Así, a partir de ese noviembre, e inicialmente con carácter provisional a la espera de la aprobación por los respectivos poderes legislativos de los firmantes, entró en vigor “el Acuerdo de Diálogo Político y Cooperación, firmado el 12 de diciembre del 2016, entre la Alta Representante para Asuntos Exteriores y Política de Seguridad y vicepresidenta de la Comisión Europea, Federica Mogherini, y el ministro de Relaciones Exteriores de la República de Cuba, Bruno Rodríguez Parrilla”.

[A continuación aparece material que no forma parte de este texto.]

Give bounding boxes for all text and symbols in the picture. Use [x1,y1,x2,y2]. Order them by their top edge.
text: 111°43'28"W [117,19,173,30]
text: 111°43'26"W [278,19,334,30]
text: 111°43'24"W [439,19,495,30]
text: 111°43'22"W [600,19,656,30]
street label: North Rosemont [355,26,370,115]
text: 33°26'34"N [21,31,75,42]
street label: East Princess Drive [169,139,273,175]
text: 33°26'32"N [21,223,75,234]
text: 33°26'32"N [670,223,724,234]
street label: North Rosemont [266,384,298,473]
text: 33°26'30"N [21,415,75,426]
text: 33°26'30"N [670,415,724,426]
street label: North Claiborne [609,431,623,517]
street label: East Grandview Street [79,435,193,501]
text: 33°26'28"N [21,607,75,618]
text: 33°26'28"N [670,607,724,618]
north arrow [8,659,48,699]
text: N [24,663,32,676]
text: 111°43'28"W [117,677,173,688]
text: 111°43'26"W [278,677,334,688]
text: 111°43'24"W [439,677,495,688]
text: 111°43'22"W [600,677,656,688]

Según un comunicado oficial, con la implementación de este acuerdo, “las relaciones entre la Unión Europea y Cuba se desarrollarán, por primera vez, bajo un marco contractual que reafirma las bases de respeto, de observancia del derecho internacional y de los principios consagrados en la Carta de las Naciones Unidas”.

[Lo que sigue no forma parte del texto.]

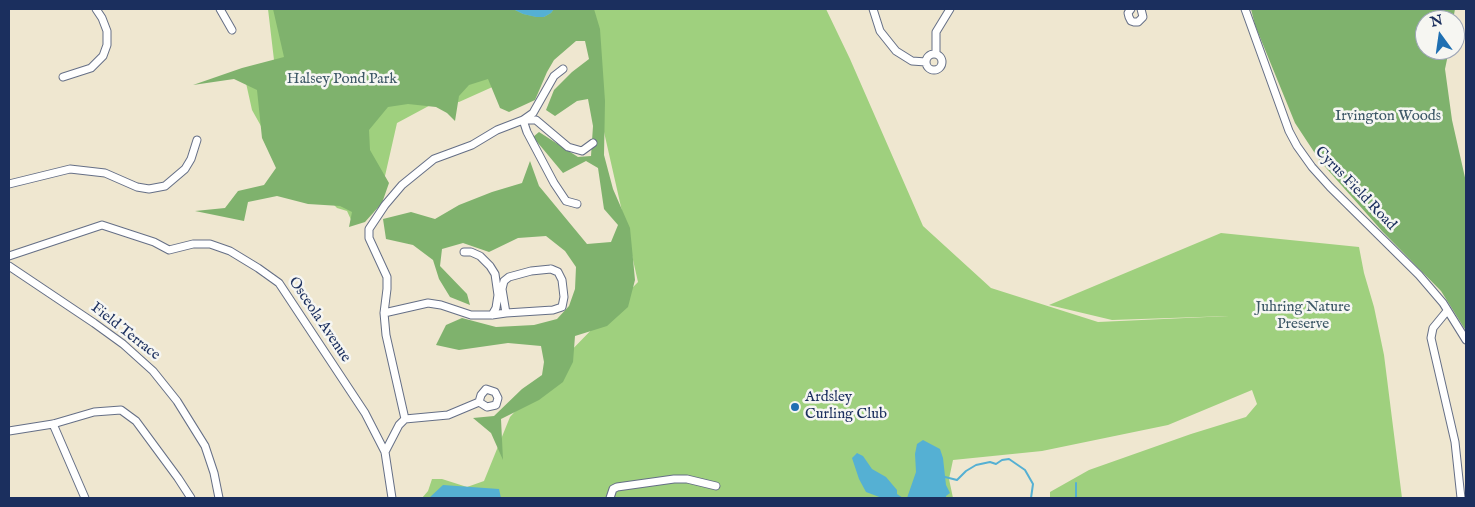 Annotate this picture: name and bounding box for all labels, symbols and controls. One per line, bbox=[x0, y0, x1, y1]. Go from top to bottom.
north arrow bbox=[1415, 10, 1465, 60]
text: N bbox=[1429, 11, 1445, 32]
park label: Halsey Pond Park bbox=[287, 71, 397, 89]
park label: Irvington Woods bbox=[1335, 108, 1441, 126]
street label: Cyrus Field Road bbox=[1310, 143, 1400, 235]
street label: Osceola Avenue bbox=[284, 274, 354, 366]
street label: Field Terrace bbox=[87, 299, 163, 365]
park label: Juhring Nature Preserve bbox=[1256, 299, 1350, 334]
place label: Ardsley Curling Club bbox=[805, 389, 887, 424]
marker: Ardsley Curling Club bbox=[789, 401, 801, 413]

Además, precisan los textos, el pacto “debe contribuir a la consolidación de relaciones estables, respetuosas, mutuamente beneficiosas y a largo plazo”.
Para analistas, ahora los lazos entre Bruselas y La Habana alcanzan una mejor correspondencia con el nivel de los vínculos de Cuba con los Estados que integran el bloque comunitario, “los cuales han experimentado un avance significativo en los últimos años”.

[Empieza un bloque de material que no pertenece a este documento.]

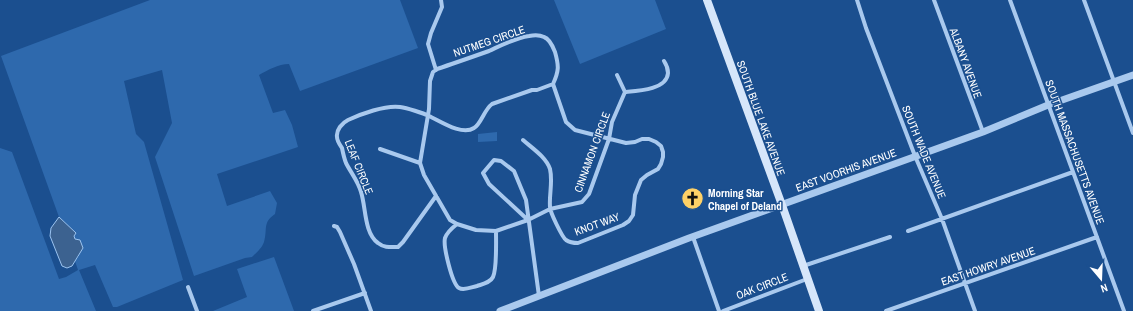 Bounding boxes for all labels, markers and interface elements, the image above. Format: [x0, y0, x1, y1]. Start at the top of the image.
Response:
street label: NUTMEG CIRCLE [451, 22, 527, 60]
street label: ALBANY AVENUE [946, 25, 985, 100]
street label: SOUTH BLUE LAKE AVENUE [734, 58, 788, 178]
street label: SOUTH MASSACHUSETTS AVENUE [1042, 78, 1108, 226]
street label: SOUTH WADE AVENUE [899, 103, 949, 201]
street label: CINNAMON CIRCLE [571, 110, 613, 194]
street label: LEAF CIRCLE [342, 137, 376, 197]
street label: EAST VOORHIS AVENUE [794, 145, 898, 195]
church icon: Morning Star Chapel of Deland [680, 186, 706, 212]
place label: Morning Star Chapel of Deland [708, 186, 782, 213]
street label: KNOT WAY [573, 209, 621, 239]
street label: EAST HOWRY AVENUE [939, 243, 1037, 289]
north arrow [1081, 259, 1121, 299]
street label: OAK CIRCLE [734, 270, 790, 302]
text: N [1099, 281, 1110, 296]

De manera que, de alguna forma, al menos en el tema cubano, la Europa comunitaria rectifica una práctica que hizo juego por muchos años a las ácidas políticas oficiales norteamericanas contra la Mayor de las Antillas, y que dio crédito, como pretendidos “valores universales”, a subterfugios ideológicos y visiones distorsionadas en torno a una amplia variedad de temas sensibles a la dignidad y la soberanía nacionales de la isla.
Ciertamente, la concertación en 1966 de una injerencista llamada “Posición Común” de la UE hacia Cuba, bajo los auspicios del entonces presidente del gobierno español, el ultraderechista José María Aznar, agente notorio de las políticas agresivas de los Estados Unidos, complicó sobremanera el escenario bilateral hasta nuestros días.
Debe recordarse que fueron esta figurilla de la ultraderecha ibérica, junto a George W. Bush y el entonces primer ministro británico Anthony Blair, los que dieron luz verde a las guerras por la remodelación imperialista en Asia Central y Oriente Medio bajo el pretexto de “luchar contra el terrorismo”.
Por eso no deja de chocar que, al abordar este nuevo giro político entre la Habana y la Europa Comunitaria, todavía se lea en ciertos documentos que, sencillamente y a secas, “Cuba era el único país latinoamericano que no tenía suscrito un protocolo de diálogo político y cooperación con la UE”, como si tal omisión fuese producto del azar, el olvido o la dejadez, algo que ahora, cuando alguien cayó en cuenta, se ataja y rectifica.
Lo cierto es que en este cambio positivo han tenido mucho que ver, entre otros factores, la firmeza de Cuba en defensa de su autodeterminación e integridad, sus vínculos con el empresariado europeo que desbordaron muchas políticas oficiales, y el hecho de que, más recientemente, el gobierno de Barack Obama descongelase tensiones con La Habana.
Por su parte, la Unión Europea parece haber comprendido que los métodos usados con La Habana no fueron válidos ni eficaces, y que perder plazas en horas mundiales tan complicadas como las actuales no es una buena decisión (aun cuando en otros aspectos globales sus políticas y visiones todavía dejen mucho que desear), sobre todo cuando el nuevo jefe de la mayor potencia capitalista no le ha dedicado precisamente flores a sus aliados del Viejo Continente.
Por demás, mientras exista respeto a los derechos ajenos, Cuba no tiene reparos en cooperar y dialogar con quien lo desee… una alternativa que, sin dudas, sigue brindando los mejores y más limpios dividendos.